*Exercise*:
Count the lines below that contain the word "solid", and state only that number.

Dataset entries:
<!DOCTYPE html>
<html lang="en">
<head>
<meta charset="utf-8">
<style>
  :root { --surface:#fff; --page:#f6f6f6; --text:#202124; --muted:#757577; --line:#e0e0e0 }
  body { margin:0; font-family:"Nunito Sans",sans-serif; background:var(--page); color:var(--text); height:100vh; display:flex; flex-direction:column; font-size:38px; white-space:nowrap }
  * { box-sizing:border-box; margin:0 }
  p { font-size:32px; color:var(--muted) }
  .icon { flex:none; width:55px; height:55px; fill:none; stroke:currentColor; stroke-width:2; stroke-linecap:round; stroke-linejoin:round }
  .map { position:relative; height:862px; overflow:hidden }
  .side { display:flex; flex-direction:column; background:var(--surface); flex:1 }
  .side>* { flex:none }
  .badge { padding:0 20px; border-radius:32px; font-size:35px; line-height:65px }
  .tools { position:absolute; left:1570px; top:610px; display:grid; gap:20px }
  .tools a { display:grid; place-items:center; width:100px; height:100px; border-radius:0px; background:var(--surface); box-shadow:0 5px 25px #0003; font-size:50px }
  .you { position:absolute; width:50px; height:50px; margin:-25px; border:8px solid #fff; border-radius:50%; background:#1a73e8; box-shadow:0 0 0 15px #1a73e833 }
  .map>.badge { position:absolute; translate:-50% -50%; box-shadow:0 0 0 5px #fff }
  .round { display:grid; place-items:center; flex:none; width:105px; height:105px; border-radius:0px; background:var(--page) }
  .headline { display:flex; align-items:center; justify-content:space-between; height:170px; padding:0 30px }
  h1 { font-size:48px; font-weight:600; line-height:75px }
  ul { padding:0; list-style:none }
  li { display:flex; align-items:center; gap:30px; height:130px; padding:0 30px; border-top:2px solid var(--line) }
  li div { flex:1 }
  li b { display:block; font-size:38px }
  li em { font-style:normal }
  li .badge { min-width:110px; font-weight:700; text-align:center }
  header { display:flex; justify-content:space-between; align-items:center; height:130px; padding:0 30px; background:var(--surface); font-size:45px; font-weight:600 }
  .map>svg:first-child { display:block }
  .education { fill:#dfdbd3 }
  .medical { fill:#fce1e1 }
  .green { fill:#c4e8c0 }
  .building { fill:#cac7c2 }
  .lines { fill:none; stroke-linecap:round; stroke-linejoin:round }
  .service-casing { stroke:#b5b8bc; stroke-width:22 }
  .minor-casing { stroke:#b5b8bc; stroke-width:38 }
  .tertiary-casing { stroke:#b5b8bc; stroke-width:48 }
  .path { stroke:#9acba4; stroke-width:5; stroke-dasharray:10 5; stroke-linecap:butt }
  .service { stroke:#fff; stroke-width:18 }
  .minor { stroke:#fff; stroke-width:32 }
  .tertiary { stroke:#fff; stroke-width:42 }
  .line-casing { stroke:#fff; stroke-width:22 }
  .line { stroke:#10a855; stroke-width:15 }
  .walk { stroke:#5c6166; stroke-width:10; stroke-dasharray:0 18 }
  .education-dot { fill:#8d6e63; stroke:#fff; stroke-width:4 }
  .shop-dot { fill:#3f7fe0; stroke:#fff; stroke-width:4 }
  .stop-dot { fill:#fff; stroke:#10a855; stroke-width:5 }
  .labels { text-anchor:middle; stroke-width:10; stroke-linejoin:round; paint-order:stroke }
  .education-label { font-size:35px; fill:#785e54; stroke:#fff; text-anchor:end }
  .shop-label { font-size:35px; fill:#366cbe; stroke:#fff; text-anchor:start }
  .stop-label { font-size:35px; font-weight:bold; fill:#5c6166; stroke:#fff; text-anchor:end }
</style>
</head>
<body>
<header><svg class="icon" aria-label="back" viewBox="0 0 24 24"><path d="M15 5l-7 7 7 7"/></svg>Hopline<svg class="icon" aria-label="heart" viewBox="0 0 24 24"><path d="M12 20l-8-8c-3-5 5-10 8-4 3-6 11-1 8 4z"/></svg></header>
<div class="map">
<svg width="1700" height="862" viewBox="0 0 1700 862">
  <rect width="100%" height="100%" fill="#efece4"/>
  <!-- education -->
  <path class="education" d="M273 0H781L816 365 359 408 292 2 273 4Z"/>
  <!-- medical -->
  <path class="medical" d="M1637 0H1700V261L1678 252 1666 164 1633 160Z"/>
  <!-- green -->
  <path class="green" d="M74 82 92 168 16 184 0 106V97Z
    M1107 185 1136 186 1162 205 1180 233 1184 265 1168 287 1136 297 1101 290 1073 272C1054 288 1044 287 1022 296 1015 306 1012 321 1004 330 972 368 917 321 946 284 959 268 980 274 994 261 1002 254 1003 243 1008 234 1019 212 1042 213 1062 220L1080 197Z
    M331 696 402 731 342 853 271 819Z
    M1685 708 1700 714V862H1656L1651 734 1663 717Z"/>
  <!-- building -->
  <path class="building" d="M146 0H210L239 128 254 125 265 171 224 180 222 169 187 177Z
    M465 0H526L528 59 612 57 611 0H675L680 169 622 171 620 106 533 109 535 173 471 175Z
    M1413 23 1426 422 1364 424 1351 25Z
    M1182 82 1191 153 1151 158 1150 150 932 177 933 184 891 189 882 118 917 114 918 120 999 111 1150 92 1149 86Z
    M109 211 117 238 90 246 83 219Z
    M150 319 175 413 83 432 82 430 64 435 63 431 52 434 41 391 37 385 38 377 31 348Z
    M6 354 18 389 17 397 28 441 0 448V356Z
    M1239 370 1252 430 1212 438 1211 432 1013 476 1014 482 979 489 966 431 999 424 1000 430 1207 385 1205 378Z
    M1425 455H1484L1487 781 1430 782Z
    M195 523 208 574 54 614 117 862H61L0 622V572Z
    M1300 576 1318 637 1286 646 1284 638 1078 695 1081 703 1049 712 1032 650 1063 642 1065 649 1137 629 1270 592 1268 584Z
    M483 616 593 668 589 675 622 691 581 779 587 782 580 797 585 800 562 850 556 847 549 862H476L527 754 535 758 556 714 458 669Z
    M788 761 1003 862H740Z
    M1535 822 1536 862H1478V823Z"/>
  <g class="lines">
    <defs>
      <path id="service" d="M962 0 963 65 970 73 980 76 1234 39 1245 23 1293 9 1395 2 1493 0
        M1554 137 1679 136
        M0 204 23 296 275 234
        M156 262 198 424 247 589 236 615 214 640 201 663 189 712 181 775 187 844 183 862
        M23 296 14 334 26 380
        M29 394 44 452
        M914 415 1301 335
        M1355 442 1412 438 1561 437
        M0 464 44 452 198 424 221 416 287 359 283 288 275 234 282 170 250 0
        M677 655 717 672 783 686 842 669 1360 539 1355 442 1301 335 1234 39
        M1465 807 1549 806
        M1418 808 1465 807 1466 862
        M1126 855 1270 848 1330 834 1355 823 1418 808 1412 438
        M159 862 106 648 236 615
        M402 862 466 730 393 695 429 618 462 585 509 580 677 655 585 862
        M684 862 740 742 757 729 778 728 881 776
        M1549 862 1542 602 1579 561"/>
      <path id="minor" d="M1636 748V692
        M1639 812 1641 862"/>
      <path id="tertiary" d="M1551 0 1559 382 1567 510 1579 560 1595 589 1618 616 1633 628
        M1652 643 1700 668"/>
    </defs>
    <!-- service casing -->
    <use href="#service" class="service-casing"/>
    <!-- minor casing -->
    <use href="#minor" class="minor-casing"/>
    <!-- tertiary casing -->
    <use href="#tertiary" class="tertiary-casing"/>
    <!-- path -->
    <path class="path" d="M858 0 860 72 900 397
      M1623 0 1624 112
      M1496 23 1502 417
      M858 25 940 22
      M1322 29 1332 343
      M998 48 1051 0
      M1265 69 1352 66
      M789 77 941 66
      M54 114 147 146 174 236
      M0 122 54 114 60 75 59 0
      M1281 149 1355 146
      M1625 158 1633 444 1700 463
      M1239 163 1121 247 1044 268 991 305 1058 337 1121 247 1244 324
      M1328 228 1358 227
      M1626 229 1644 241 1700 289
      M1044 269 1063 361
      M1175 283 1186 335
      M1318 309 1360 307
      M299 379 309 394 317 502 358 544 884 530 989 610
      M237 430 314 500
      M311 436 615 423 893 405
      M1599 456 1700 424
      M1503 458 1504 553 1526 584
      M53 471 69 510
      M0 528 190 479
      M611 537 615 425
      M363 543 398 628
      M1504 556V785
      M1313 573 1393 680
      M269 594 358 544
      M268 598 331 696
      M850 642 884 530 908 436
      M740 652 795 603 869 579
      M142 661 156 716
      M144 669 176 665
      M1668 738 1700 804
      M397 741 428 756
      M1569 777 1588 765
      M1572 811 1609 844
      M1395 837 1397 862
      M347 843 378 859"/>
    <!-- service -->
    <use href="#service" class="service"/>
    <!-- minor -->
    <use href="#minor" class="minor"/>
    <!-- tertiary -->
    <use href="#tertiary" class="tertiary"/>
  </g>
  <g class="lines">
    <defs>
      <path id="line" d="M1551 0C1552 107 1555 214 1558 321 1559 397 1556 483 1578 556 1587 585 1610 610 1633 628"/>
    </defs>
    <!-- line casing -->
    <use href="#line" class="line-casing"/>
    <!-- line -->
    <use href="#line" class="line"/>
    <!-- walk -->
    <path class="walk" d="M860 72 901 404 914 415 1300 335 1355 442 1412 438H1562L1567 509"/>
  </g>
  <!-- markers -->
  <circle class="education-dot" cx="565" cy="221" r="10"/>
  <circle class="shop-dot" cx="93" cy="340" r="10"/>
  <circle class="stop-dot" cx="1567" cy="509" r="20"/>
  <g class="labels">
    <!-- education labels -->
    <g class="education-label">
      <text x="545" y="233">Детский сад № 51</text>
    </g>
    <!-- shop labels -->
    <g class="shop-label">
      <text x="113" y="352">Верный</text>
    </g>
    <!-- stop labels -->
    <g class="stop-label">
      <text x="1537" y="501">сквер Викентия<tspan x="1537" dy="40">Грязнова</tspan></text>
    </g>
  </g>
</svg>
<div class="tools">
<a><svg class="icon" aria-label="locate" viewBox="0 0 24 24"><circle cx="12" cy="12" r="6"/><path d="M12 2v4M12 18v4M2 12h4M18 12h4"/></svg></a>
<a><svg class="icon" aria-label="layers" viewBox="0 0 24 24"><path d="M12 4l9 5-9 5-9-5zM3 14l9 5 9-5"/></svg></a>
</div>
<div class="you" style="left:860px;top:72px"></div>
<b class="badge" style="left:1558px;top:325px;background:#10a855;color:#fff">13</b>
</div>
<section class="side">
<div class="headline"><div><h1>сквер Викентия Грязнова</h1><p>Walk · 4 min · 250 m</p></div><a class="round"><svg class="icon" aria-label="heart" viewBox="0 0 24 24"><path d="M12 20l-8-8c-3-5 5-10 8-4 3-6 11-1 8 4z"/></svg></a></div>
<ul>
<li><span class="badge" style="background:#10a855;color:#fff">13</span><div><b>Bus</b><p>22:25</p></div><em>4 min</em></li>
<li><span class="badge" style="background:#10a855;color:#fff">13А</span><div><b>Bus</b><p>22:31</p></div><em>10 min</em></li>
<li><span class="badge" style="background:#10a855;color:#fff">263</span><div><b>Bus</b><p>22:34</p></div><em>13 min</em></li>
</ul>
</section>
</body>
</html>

*Task answer*:
2